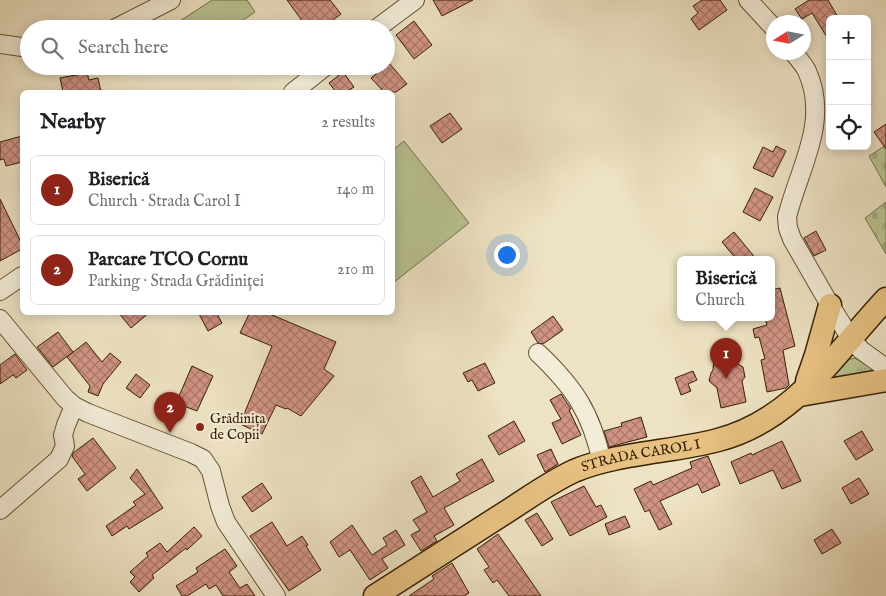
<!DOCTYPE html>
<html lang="en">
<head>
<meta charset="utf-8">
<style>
  :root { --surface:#fff; --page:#f6f6f6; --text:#202124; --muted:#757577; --line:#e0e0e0; --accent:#8f2418 }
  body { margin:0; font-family:"IM FELL English",serif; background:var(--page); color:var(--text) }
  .controls { position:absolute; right:15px; top:15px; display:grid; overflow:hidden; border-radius:8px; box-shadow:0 2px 12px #0003 }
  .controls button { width:45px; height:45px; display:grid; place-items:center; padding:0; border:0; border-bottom:1px solid var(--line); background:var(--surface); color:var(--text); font:25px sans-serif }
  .compass { position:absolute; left:766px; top:15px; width:45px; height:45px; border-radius:50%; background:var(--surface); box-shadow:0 2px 12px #0003; rotate:259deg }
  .you { position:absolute; left:506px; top:254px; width:18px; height:18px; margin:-12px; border:4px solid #fff; border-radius:50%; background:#1a73e8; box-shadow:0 0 0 8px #1a73e833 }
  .badge { display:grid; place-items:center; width:32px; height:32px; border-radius:50%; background:var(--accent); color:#fff; font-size:16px; font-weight:700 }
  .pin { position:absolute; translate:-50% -41px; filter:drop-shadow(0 1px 2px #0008) }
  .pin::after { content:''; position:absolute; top:26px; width:18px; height:15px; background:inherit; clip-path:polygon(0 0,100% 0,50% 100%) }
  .popup { position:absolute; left:677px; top:256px; width:98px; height:65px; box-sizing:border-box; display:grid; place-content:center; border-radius:8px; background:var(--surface); filter:drop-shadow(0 1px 4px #0005); font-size:16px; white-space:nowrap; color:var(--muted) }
  .popup b { font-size:19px; color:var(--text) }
  .popup::after { content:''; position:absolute; left:50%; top:100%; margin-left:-10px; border:10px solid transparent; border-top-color:var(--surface) }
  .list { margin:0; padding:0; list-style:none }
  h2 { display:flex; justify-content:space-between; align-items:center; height:65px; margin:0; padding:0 20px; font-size:21px }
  h2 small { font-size:16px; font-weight:400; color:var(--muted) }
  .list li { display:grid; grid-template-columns:32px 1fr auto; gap:15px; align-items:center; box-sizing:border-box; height:70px; margin:0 10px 10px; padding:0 10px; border:1px solid var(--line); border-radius:8px }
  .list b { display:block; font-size:19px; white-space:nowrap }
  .list p { margin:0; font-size:16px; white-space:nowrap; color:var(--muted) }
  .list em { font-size:16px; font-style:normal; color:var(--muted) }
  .icon { flex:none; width:28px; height:28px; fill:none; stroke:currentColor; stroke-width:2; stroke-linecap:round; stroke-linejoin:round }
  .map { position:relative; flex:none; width:886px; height:596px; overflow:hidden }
  .search { position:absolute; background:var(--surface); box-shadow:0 2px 12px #0003; left:20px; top:20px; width:375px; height:55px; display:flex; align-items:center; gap:12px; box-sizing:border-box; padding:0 18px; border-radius:28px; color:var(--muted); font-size:19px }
  .panel { position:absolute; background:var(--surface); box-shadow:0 2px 12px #0003; left:20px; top:90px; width:375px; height:225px; border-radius:8px }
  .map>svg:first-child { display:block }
</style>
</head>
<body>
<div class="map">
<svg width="886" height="596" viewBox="0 0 886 596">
  <defs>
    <pattern id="grass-tufts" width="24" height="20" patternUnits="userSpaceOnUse" patternTransform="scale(1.25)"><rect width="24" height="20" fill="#b9c393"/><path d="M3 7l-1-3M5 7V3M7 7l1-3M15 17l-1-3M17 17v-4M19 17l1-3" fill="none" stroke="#a0a77d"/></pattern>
    <pattern id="cemetery-stones" width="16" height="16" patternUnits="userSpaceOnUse" patternTransform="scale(1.25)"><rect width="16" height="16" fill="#b9c393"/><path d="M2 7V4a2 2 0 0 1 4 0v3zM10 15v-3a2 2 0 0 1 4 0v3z" fill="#a0a77d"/></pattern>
    <pattern id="building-cross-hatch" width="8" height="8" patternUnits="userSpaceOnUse" patternTransform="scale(1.25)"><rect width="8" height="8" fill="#d19384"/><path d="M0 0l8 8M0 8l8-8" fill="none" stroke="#aa786a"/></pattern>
  </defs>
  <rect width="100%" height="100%" fill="#ede2c3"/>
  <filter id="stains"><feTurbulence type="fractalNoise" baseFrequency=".004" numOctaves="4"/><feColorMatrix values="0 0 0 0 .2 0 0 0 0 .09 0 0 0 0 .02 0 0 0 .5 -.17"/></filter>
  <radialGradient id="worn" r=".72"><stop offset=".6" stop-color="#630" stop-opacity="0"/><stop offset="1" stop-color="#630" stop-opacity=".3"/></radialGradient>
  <polygon fill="url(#grass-tufts)" stroke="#78724b" points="855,358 884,376 825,383 847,360"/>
  <g fill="url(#cemetery-stones)" stroke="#78724b">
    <polygon points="886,145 886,187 869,156"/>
    <polygon points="886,202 886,254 865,218"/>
  </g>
  <g fill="#b9c393" stroke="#78724b">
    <polygon points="212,0 247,0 255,12 230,29 185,29 180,21"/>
    <polygon points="404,141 469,223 393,283 393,150"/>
  </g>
  <g fill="url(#building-cross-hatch)" stroke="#372103">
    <polygon points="287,0 330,0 341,14 321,29 308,29"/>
    <polygon points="433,0 473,0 442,16"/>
    <polygon points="702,0 720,0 727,10 699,30 691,19 698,13 693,6"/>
    <polygon points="809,0 828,0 839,19 830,19 830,42 812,13 802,19 795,9"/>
    <polygon points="414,21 432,45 414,59 396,35"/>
    <polygon points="389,63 407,84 396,92 384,92 371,78"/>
    <polygon points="343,72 354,87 346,92 336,92 329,83"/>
    <polygon points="87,73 89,80 98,78 101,92 63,92 60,78"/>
    <polygon points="450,113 462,129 442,143 430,126"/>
    <polygon points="886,124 886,149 874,132"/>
    <polygon points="22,136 22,162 6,166 4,159 0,160 0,142"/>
    <polygon points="776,146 786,151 773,177 753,168 763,147 773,152"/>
    <polygon points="755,188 773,197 760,221 743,212"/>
    <polygon points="0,199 22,244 22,249 0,261"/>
    <polygon points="816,231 826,250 814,256 804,238"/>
    <polygon points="734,232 757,260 737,260 722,242"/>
    <polygon points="780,288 795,346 783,350 789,385 786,388 767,392 761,360 765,359 759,337 755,338 753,329 767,325 765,318 771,318 771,290"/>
    <polygon points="118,312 150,312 131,328"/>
    <polygon points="198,312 216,312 222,323 208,331"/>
    <polygon points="250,312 265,312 336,342 324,369 334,376 301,416 287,408 286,409 276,405 262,434 240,424 272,346 240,333"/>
    <polygon points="553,316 563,330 543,344 538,343 531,332"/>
    <polygon points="58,332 73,352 53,367 37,347"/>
    <polygon points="86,342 102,362 110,353 121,362 103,384 98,396 88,392 90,386 67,357"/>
    <polygon points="722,352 728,352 738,364 743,367 745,377 742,381 746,402 721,408 717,388 709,381 711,373 713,370 714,357"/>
    <polygon points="15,354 27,370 16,378 13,375 0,384 0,365"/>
    <polygon points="485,363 495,383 478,391 472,380 468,382 463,373"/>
    <polygon points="192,366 213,376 197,411 176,403"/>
    <polygon points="693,371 697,380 688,384 691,391 681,395 675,378"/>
    <polygon points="136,374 150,385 140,398 126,388"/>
    <polygon points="561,394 571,409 569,410 581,435 562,444 552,423 561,419 550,400"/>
    <polygon points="641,417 647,437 609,447 604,431 622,426 621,423"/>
    <polygon points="514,421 525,441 499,455 488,436"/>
    <polygon points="862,431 873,450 856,460 844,441"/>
    <polygon points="93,438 116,468 87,491 78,479 85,474 72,456 73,453"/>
    <polygon points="782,441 801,481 782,489 773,470 740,484 731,462 751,453 752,455"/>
    <polygon points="551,449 558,464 545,472 537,455"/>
    <polygon points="708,456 720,485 702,493 698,484 660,501 672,524 659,530 649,510 645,512 634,489 651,481 653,485 692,468 690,462"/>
    <polygon points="482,459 494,481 444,508 454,525 434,536 437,541 421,551 411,535 420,530 413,520 427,512 411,482 421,476 433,497 460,481 456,474"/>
    <polygon points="137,469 163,508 129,529 127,526 112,536 106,526 136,505 133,502 145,494 130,478"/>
    <polygon points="859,478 869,494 851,504 842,488"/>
    <polygon points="262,483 272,498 252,512 242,497"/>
    <polygon points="584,486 596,507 601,505 607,517 570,536 551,502"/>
    <polygon points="537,513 553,539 542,546 525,520"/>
    <polygon points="625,516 630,527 609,535 605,524"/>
    <polygon points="272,522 287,546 302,536 308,545 306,546 321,570 289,591 250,536"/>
    <polygon points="352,525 372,555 387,545 383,538 396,530 405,545 382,559 388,568 370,580 350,550 339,557 330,542"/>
    <polygon points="194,527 202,536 187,550 186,548 152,575 154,578 139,592 130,582 135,577 130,572 148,556 146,553 160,543 167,552"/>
    <polygon points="832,529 841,543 822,554 814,540"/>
    <polygon points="498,534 519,564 541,596 509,596 497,580 493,583 484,570 489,567 477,549"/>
    <polygon points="225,549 237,566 229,572 240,588 247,584 255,596 223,596 216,585 209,589 206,584 187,596 182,596 176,586 198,572 196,568"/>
    <polygon points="452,563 469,593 464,596 409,596 434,579 432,576"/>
  </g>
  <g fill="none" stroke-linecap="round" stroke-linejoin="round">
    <g stroke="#645133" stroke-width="20">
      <g id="minor">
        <polyline points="748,0 774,28"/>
        <polyline points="114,29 171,0"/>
        <polyline points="376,29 415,0"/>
        <polyline points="0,44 29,48"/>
        <path d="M793 52C798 58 804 65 807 71 830 122 799 168 787 217L788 228 792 239 830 305 851 339 861 350 886 368"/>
        <polyline points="293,92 326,66"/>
        <polyline points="0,291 22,276"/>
        <polyline points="0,319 65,398 74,406 88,413 191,453 203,459 211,471 220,506 226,522 276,596"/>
        <path d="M538 353C575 388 591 413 602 462"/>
        <polyline points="0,510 59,459 65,446 63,435 66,425 74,406"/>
      </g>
    </g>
    <g stroke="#372103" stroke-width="25">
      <g id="major">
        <polyline points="807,381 816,355 830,305"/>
        <polyline points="800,395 886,380"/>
        <path id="s1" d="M375 596C417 569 458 543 500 516 524 501 548 483 574 471 616 453 673 452 718 440 795 420 835 353 886 299"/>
      </g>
    </g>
    <use href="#minor" stroke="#f3ecd8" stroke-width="18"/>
    <use href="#major" stroke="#e6c182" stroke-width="22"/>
  </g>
  <circle fill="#8f2418" stroke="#f3ecd8" stroke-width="2" cx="200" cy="427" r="5"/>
  <g text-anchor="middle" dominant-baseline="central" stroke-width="4" stroke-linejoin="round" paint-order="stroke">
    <g font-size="14" fill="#372103" stroke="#f3ecd8" text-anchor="start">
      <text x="210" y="419">Grădinița<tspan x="210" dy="16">de Copii</tspan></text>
    </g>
    <g font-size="14" fill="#372103" stroke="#f3ecd8">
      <text stroke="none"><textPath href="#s1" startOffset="304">STRADA CAROL I</textPath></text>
    </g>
  </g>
  <rect width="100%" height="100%" filter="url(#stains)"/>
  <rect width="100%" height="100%" fill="url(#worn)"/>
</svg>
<div class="controls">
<button>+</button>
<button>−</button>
<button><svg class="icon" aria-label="locate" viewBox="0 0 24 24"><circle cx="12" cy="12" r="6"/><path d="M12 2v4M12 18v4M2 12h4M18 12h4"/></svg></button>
</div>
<svg class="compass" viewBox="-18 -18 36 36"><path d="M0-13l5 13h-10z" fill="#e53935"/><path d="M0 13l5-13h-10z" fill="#757577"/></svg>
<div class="you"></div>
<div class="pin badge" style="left:726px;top:379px">1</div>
<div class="popup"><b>Biserică</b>Church</div>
<div class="pin badge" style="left:170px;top:433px">2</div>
<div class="search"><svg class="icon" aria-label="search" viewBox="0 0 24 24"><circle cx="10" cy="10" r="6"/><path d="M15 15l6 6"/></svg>Search here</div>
<section class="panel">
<h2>Nearby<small>2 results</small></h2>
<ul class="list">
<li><span class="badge">1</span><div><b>Biserică</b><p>Church · Strada Carol I</p></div><em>140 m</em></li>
<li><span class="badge">2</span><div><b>Parcare TCO Cornu</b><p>Parking · Strada Grădiniței</p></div><em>210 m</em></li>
</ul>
</section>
</div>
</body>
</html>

● **Work order**
From the line containing "<h2>Nearby<small>2 results</small></h2>" to the final line of the entries, print every line exactly and nothing else.

● **Finished task**
<h2>Nearby<small>2 results</small></h2>
<ul class="list">
<li><span class="badge">1</span><div><b>Biserică</b><p>Church · Strada Carol I</p></div><em>140 m</em></li>
<li><span class="badge">2</span><div><b>Parcare TCO Cornu</b><p>Parking · Strada Grădiniței</p></div><em>210 m</em></li>
</ul>
</section>
</div>
</body>
</html>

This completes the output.